Le 9 février 2010, quatre agents de la maternité du CHR de Banfora comparaissaient devant le Tribunal de grande instance de Banfora pour répondre de la mort d’une patiente du nom de Sita Traoré sur la table d’intervention. Il s’agit du gynécologue, le docteur Dao Yissou, l’unique médecin spécialiste de la région des Cascades et de trois sages-femmes. Le chef d’accusation qui pesait contre eux était la non-assistance à personne en danger et homicide involontaire.

Lorsque le président de séance a porté le verdict à la connaissance du public en disant que les quatre prévenus était relaxés pour infraction non constituée, les agents du CHR de Banfora fortement mobilisés au palais ont poussé des cris de joie et de victoire. Personne ne voulait se faire conter l’événement.
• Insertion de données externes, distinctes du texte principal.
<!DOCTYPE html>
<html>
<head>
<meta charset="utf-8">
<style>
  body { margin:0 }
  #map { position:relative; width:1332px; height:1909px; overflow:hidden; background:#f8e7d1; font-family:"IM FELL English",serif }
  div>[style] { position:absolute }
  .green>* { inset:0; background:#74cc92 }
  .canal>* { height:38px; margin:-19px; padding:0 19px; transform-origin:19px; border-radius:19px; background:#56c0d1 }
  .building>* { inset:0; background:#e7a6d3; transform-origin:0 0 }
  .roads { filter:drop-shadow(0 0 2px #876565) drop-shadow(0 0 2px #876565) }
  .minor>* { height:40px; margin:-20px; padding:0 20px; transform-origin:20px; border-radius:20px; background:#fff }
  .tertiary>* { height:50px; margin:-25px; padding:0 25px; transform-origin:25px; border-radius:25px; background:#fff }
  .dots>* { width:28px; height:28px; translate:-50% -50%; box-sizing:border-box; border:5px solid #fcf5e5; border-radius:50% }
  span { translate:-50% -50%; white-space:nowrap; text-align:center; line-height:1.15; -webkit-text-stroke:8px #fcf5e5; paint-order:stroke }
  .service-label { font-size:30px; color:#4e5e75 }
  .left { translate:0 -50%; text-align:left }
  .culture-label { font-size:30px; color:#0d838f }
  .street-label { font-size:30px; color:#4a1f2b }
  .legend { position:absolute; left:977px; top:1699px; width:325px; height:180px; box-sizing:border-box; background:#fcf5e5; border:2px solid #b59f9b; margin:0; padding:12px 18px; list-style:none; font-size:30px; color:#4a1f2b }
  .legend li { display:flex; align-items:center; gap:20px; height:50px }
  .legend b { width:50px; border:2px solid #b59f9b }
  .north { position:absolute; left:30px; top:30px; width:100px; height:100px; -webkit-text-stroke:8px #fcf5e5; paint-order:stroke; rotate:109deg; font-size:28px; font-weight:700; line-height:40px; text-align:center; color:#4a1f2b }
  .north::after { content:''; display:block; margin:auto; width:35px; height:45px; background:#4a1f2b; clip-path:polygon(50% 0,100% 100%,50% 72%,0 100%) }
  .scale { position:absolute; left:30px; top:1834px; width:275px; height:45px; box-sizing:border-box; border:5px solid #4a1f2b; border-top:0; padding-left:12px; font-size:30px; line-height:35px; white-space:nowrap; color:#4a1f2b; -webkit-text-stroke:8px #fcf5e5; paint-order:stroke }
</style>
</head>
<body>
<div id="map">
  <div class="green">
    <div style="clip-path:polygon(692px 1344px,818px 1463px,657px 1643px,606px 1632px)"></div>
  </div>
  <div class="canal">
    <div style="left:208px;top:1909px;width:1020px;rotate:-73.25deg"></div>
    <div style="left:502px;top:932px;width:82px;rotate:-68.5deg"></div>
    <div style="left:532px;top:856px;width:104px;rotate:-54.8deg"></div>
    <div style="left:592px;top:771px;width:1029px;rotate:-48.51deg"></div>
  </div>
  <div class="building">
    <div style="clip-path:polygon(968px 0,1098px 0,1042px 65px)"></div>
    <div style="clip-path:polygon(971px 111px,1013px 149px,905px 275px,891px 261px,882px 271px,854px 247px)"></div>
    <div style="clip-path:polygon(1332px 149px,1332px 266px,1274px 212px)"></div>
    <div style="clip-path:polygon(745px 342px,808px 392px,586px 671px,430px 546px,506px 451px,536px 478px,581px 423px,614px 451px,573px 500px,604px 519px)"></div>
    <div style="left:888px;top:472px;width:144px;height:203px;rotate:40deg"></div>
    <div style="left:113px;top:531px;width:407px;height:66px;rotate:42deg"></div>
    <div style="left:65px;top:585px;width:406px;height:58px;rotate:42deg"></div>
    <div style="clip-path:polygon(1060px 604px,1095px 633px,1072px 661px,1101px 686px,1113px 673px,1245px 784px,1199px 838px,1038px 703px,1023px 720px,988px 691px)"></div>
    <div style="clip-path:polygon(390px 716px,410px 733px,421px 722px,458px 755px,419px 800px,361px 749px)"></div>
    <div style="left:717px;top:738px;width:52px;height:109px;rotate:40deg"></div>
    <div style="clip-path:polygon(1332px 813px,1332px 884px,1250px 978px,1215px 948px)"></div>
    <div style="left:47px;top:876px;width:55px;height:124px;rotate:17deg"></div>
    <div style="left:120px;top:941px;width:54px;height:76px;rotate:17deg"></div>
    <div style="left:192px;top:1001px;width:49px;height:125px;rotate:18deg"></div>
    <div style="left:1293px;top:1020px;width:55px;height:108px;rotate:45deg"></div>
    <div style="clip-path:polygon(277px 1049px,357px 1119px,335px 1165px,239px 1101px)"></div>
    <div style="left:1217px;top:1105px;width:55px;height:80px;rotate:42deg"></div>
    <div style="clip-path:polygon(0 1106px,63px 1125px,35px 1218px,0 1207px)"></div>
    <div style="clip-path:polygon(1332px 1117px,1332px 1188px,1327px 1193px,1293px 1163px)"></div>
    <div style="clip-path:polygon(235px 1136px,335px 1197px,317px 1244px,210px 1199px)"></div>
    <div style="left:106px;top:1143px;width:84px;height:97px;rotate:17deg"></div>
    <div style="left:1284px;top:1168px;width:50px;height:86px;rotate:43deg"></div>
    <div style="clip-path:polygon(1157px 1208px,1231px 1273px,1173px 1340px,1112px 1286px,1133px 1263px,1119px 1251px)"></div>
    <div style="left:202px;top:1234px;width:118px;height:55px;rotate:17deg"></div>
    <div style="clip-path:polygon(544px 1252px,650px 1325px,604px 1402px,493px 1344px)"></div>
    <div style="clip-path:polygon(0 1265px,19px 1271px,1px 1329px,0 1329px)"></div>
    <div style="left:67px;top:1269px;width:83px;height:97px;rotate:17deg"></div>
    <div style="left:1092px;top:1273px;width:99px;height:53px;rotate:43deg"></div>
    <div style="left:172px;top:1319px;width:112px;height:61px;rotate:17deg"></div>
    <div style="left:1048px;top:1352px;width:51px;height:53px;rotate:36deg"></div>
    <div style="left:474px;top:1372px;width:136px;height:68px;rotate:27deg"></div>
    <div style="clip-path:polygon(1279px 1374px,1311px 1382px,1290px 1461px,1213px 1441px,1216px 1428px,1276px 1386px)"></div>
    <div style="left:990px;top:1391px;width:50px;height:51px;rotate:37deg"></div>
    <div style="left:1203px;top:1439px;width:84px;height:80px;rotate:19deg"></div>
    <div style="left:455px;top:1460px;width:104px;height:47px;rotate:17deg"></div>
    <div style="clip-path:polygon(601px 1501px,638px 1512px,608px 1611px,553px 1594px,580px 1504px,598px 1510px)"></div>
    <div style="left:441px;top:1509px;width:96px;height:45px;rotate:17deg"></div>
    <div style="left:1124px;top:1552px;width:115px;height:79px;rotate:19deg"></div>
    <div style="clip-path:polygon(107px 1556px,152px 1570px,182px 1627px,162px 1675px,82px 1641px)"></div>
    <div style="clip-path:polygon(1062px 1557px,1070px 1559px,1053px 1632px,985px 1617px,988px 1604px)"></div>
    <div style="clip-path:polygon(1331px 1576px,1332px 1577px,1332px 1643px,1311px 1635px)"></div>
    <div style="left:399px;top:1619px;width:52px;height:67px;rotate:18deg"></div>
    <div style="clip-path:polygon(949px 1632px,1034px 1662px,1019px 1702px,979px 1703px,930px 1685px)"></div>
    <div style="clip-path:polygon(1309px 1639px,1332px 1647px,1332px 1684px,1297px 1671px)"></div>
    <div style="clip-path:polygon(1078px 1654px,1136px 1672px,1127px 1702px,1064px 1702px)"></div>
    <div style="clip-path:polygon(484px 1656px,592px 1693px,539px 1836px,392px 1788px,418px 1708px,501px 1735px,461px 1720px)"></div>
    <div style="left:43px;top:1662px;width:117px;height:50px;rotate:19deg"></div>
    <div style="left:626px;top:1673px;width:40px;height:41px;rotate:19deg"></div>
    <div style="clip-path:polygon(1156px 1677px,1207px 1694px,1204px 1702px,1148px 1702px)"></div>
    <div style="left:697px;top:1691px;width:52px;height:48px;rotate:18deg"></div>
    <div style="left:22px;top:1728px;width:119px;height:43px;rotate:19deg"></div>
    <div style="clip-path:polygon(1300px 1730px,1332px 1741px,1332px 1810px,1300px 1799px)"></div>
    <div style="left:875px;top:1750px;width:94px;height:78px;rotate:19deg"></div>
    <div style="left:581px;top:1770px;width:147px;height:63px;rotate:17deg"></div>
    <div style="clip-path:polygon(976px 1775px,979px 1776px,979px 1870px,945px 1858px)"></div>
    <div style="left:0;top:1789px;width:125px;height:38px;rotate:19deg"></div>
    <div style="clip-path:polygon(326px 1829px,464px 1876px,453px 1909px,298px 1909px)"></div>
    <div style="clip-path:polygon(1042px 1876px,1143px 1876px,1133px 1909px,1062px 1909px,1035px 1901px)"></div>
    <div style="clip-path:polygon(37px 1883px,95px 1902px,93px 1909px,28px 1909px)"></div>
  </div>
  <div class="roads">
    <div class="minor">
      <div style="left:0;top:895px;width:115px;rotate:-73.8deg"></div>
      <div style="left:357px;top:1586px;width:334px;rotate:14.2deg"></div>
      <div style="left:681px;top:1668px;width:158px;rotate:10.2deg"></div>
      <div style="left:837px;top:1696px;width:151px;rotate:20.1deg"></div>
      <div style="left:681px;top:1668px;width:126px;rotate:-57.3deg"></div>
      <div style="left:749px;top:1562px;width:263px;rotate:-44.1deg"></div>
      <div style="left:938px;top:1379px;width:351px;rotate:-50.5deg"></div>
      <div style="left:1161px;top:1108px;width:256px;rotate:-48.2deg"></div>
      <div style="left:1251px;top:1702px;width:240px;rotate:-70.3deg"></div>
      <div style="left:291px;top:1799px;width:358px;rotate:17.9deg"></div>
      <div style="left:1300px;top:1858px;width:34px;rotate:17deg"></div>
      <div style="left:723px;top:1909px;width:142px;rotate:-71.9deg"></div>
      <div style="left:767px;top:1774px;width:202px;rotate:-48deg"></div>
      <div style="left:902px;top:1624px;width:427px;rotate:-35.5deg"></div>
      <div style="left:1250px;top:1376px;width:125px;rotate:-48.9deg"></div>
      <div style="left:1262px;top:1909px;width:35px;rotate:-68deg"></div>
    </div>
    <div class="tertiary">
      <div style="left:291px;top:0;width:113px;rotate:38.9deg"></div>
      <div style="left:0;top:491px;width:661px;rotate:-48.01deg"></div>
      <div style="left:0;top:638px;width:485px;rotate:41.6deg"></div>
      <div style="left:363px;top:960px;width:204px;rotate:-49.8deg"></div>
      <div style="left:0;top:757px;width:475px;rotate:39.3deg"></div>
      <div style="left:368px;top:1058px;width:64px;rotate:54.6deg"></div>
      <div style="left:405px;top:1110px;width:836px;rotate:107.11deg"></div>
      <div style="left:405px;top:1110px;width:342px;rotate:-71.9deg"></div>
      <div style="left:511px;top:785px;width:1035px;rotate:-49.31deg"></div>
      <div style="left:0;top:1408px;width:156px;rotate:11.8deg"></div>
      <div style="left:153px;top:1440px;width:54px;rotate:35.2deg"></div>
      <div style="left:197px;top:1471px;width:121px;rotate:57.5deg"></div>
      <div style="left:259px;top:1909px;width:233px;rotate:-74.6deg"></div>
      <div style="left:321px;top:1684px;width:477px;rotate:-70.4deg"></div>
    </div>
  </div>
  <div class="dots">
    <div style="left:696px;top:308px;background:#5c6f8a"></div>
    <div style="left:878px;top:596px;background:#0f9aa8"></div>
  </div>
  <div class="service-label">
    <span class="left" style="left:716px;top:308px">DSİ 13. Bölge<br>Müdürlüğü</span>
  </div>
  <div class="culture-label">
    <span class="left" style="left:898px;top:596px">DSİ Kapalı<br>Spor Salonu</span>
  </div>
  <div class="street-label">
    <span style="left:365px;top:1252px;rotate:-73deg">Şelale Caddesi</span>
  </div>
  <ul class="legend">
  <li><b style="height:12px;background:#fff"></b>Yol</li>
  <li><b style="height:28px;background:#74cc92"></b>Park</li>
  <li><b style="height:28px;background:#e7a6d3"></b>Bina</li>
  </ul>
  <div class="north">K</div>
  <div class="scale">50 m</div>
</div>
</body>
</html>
C’est à croire qu’ils ont suspendu leur activité ce jour ou qu’ils ont obtenu une autorisation pour se rendre au palais où ils entendaient soutenir leurs collègues dans l’affaire ministère public contre docteur Dao Yissou et 3 sages-femmes que sont Mme Sanou/ Zerbo Haffioussatou, Mme Koné/ Soulama Mariam et Mme Sogné/ Palm Judith pour non-assistance à personne en danger et homicide involontaire.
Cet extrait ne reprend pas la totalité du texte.